Often met with racism -- much of it unwitting -- he soon realized that taking offense too early could cut off valuable communication that might lead people to change their views.
He mentions a time in the 1940s when he and two fellow Yale students -- white men from the South -- were driving to a symposium. As part of a very congenial conversation, one of the men made a joke about driving that referred to "the niggers in my town."
"The next two miles, everyone was very quiet," McKinney recalls. "Finally, the fellow apologized. I said, 'Man, you don't have to apologize for this, because the fact you said it indicates you thought of me as a fellow student and friend and not in a racial category.'
"Some racial barrier had been broken. I was not insulted because I knew the context out of which that statement came."
Has anyone ever accused the philosopher of being too #i reasonable?
"I suppose I've had that said about me once or twice," he says. "I need to think that there are some human situations where one does not think of race or color but rather of what is at the essence of the other person. Who that person is is made up primarily of his ideas, his ideals, the things that he cherishes."

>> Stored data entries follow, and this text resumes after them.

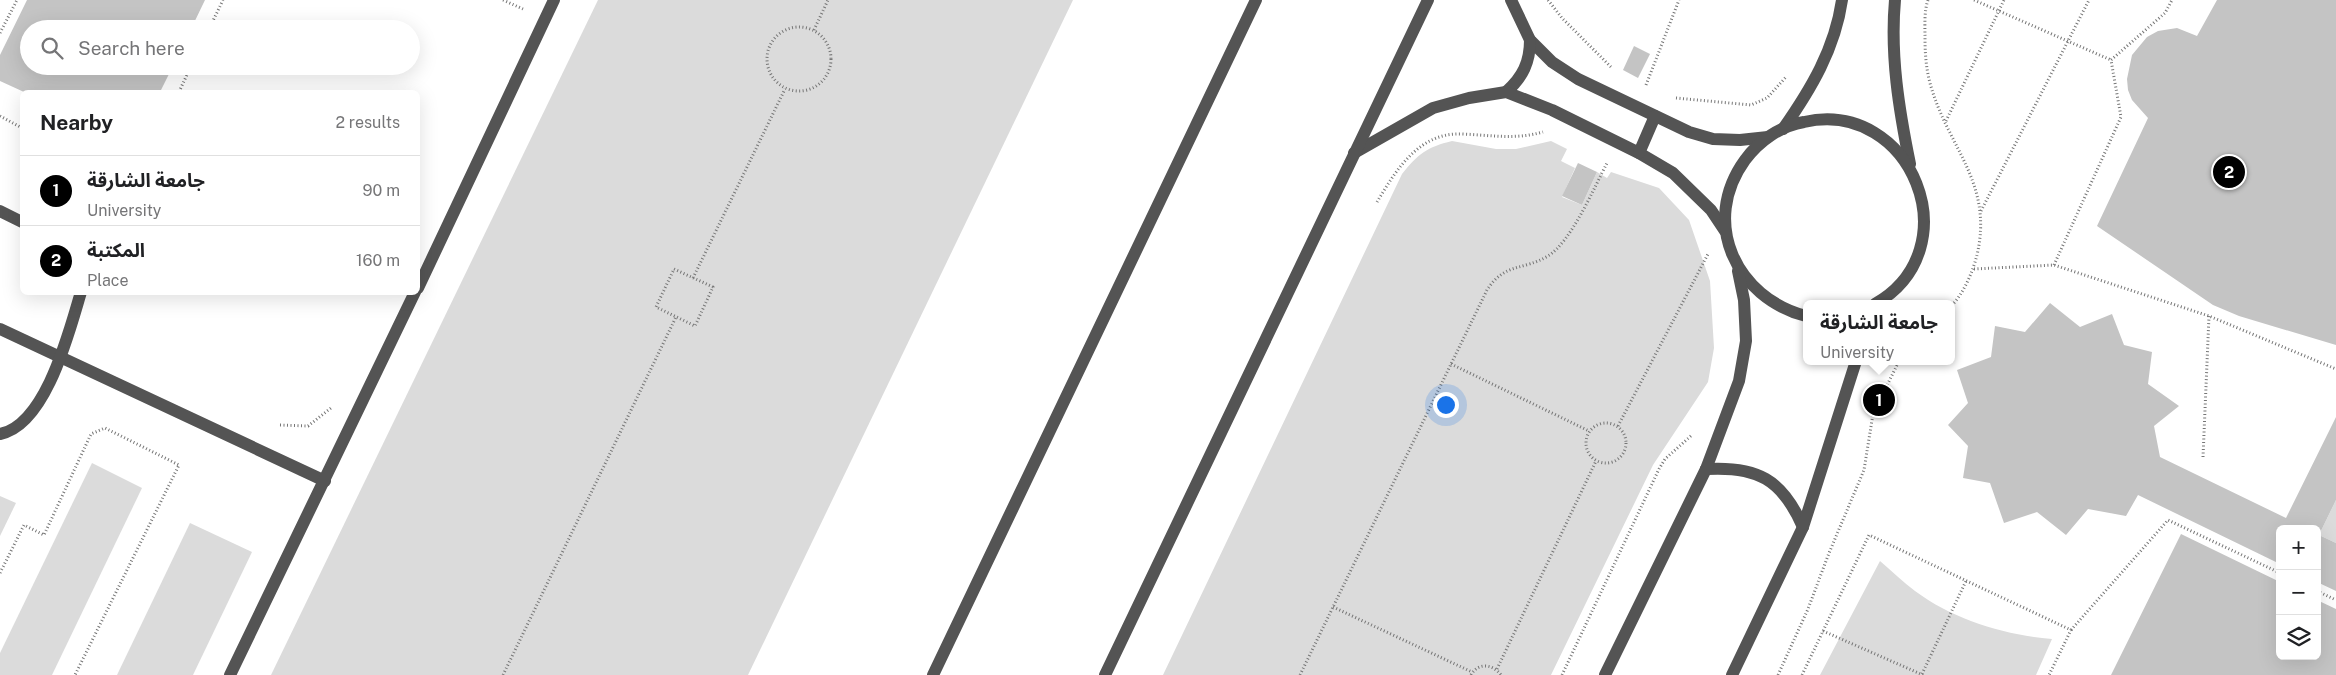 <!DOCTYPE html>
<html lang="en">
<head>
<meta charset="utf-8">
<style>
	:root { --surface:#fff; --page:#f6f6f6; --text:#202124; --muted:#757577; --line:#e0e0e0; --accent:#000 }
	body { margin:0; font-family:"Public Sans","Noto Sans Arabic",sans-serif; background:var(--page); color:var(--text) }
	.controls { position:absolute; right:15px; bottom:15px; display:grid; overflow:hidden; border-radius:8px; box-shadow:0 5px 20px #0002 }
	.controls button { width:45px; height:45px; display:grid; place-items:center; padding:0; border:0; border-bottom:1px solid var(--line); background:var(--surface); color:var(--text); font:25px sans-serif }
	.you { position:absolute; left:1445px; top:404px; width:18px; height:18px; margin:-12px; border:4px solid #fff; border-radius:50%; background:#1a73e8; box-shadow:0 0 0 8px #1a73e833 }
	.badge { display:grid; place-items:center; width:32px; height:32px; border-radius:50%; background:var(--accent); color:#fff; font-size:16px; font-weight:700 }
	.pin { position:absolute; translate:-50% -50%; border:2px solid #fff; box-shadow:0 1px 5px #0006 }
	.popup { position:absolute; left:1803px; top:300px; width:152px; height:65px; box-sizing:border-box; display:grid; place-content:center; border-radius:8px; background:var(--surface); filter:drop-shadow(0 1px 4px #0005); font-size:16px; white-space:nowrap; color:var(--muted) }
	.popup b { font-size:19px; color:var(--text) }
	.popup::after { content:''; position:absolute; left:50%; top:100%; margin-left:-10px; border:10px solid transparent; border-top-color:var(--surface) }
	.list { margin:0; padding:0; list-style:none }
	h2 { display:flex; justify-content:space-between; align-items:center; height:65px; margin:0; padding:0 20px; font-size:21px }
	h2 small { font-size:16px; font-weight:400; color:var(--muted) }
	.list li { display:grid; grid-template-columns:32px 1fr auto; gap:15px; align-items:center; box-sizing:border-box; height:70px; padding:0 20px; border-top:1px solid var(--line) }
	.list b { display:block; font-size:19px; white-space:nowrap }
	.list p { margin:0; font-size:16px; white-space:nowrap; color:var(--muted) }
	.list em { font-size:16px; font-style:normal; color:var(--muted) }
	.icon { flex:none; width:28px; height:28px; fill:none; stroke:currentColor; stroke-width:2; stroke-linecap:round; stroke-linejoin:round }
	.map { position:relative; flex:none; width:2336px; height:675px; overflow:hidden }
	.search { position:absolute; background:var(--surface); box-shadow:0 5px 20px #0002; left:20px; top:20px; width:400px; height:55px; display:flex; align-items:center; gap:12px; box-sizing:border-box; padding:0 18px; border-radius:28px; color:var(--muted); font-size:19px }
	.panel { position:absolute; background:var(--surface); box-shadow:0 5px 20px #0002; left:20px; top:90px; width:400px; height:205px; border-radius:8px }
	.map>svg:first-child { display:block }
</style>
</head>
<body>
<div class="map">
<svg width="2336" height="675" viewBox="0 0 2336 675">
	<rect width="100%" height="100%" fill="#fff"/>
	<g fill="#dbdbdb">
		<polygon points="598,0 1073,0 748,675 271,675"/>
		<path d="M1452 141 1496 149H1516L1551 141 1567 149 1561 161 1575 168 1562 197 1582 205 1597 172 1607 178 1611 172 1659 188 1689 220 1710 281 1714 348 1708 382 1653 465 1551 675H1163L1402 174C1418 154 1427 147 1452 141Z"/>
		<polygon points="92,463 142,488 52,675 0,675 0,653"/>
		<polygon points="0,496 16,503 0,536"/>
		<polygon points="2336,500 2336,543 2319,535"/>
		<polygon points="190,523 252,552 193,675 117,675"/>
		<path d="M1880 561C1892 571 1903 582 1915 591 1954 620 2005 635 2052 639L2036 675H1820Z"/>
	</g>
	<g fill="#c4c4c4">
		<polygon points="27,0 205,0 191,29 29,29 29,66 173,66 160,92 24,92 0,81 0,55"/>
		<polygon points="2217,0 2336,0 2336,345 2239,316 2213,305 2097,226 2148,118 2132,100 2128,90 2127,79 2132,55 2147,37 2158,31 2177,28 2197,36"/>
		<polygon points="1634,46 1650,54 1638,78 1623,70"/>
		<polygon points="1578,163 1597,172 1582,205 1562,196"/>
		<polygon points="2050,303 2080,327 2112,314 2124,345 2152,352 2148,384 2179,406 2154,426 2160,457 2286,518 2336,417 2336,500 2319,535 2336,543 2336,591 2317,582 2317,529 2280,529 2280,564 2138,495 2126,516 2088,509 2066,535 2037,512 2004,523 1990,483 1963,478 1968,446 1948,425 1968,403 1957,370 1991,357 1995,326 2025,332"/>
		<polygon points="2181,534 2280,582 2280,656 2317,656 2317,600 2336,609 2336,675 2111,675"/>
	</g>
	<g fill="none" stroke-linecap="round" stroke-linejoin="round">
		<g stroke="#767676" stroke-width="3" stroke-dasharray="1 2.5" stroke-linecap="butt">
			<polyline points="503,0 523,9"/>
			<polyline points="1548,0 1562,18 1612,68"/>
			<path d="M1928 0C1924 11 1925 26 1925 38 1925 53 1926 68 1930 83 1947 147 1994 182 1977 255 1973 271 1964 293 1952 305"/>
			<polyline points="1974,0 2111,60"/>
			<circle cx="799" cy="59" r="32"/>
			<polyline points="209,29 223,0"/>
			<polyline points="814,30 828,0"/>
			<polyline points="0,33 17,0"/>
			<polyline points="1646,85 1679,0"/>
			<polyline points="179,92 191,66"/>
			<polyline points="1676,98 1751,105 1767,98 1786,77"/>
			<polyline points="0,116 22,128"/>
			<polyline points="1946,121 2004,0"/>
			<path d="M1377 202C1396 170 1419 132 1462 134 1490 135 1515 140 1543 132"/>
			<polyline points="1981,211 2089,0"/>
			<polyline points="2054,265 2121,117 2111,60 2165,13 2172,0"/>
			<polygon points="674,269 713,287 695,326 656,307"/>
			<polyline points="1974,269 2054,265 2209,316 2336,369"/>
			<polyline points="693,278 785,89"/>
			<polyline points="1451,364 1589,431"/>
			<circle cx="1606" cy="443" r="20"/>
			<polyline points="280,425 308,426 331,408"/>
			<polyline points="1618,426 1708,254"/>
			<polyline points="2203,457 2209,316"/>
			<polyline points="0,573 24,525 44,535 91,434 105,428 179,465 75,675"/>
			<polyline points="2317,591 2336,600"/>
			<polyline points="1333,607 1472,672"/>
			<polyline points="2071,630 2168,520 2280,573"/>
			<polyline points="1823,631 1923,675"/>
			<polyline points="1497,669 1596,461"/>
			<polyline points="1922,674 1966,581"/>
			<polyline points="503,675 676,317"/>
			<path d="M1300 675 1487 290C1505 262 1523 271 1548 256 1571 242 1594 188 1607 163"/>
			<path d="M1471 675C1478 662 1493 664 1501 675"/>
			<polyline points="1562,675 1659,469 1665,459 1692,435"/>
			<polyline points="1778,675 1808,609 1829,553 1864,470 1873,414 1899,361"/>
			<polyline points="1802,675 1869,535 2071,630 2049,675"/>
		</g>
		<g stroke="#545454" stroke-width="12">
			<polyline points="1511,0 1530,40 1552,62 1578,79 1689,132 1713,139 1740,140 1768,137"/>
			<path d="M1895 0C1890 55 1899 110 1910 164"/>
			<path d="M1506 92C1523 77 1530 62 1530 40"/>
			<path d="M1783 129C1811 89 1835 49 1842 0"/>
			<polyline points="1354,153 1433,108 1469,98 1506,92 1552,110 1639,153 1673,173 1711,210 1725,231"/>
			<polyline points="1639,153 1655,116"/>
			<polyline points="0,211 22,222"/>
			<polyline points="418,288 554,0"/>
			<path d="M1806 316C1736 298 1700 222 1745 160 1759 141 1780 126 1804 122 1912 98 1972 249 1875 304"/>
			<polyline points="0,329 325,481"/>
			<path d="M0 434C46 425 69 332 81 292"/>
			<path d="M1706 469C1757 466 1782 479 1803 527"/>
			<polyline points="230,675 415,292"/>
			<polyline points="933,675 1256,0"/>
			<polyline points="1105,675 1428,0"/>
			<polyline points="1605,675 1706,469 1739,381 1746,341 1744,300 1738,271"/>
			<polyline points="1732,675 1803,527 1856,361"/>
		</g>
	</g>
</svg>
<div class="controls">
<button>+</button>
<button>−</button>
<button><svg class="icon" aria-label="layers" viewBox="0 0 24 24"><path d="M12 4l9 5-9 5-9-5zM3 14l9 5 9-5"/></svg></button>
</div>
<div class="you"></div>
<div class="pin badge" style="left:1879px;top:400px">1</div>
<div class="popup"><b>جامعة الشارقة</b>University</div>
<div class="pin badge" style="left:2229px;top:172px">2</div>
<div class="search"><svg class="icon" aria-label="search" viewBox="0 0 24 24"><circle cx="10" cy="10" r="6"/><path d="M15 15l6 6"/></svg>Search here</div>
<section class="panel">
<h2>Nearby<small>2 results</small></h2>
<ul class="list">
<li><span class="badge">1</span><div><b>جامعة الشارقة</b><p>University</p></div><em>90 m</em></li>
<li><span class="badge">2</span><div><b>المكتبة</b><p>Place</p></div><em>160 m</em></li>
</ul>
</section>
</div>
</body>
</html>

In examining the work of thinkers like Aristotle, Darwin and Marx, McKinney likes to train his students to ask three questions: What does the author say? What does he mean by what he says? What do you think about it?
"Students are always inclined to talk about the third question -- What they think about it -- and I have to drive them back to 'What is he saying?' " the professor says. "A lot of their arguments break down because they don't know the foundation on the basis of which they're supposed to be arguing."
One crisp fall morning in Holmes Hall, his students are talking about the Sermon on the Mount. What does Jesus mean when he tells his followers to "agree with thine adversary"? At what point do you stop denying your beliefs for the sake of expediency -- or even safety? Just how important are your beliefs? asks a student named Michael Kornegay.
McKinney picks up the conversation. "Here, Mr. Kornegay raises the question of 'What do we mean by life?,'" he says.
"When Socrates was imprisoned on some trumped-up charges, his friends said, 'We have bribed the jailers, all you have to do is walk out.'
"And Socrates said, 'Who is Socrates? Is he my physical body? No. Socrates is my beliefs, my convictions, the things I have taught. You have respected me not because of my flesh and blood but because of my ideas. One of those ideas is loyalty to the state. I did urge you to be loyal to the state. The state says I should die. If I take the opportunity to countermand what the state has ordered, then I am going against my teachings. In order for Socrates to live, his body must die.' "
"Martin Luther King Jr. was a man who had a set of values, convictions which he was prepared to live by and die by. In the movement to make those convictions live, he risked his physical survival and lost his life. He believed, 'The sacrifice of my physical condition might have some positive effects on this country.' And it was true. I have yet to go to a town of any size that does not have a street named for Martin Luther King. People realize, 'Here's a man who lost his life saving who he really is.'
"My point in all of this," -- he looks around the table -- "is 'Who is Mr. Kornegay?' He's what he believes. He is his convictions."
He pauses again, then continues in a clear, quiet voice: "When you are gone, your family and friends will think about what you meant to them rather than what you looked like."
These words reverberate in silence, that slightly stunned moment that follows the final notes of a great concert. Then the students scribble away, searching to capture what their professor has just made them feel.
As he watches them, Richard McKinney's face reveals the creases of life-long affection. It's as if he's also seeing the hundreds and hundreds of other young people he has helped think clearly about a world slow to accept them. His powerful calling has left an indelible mark. And it is all there, written on his brow.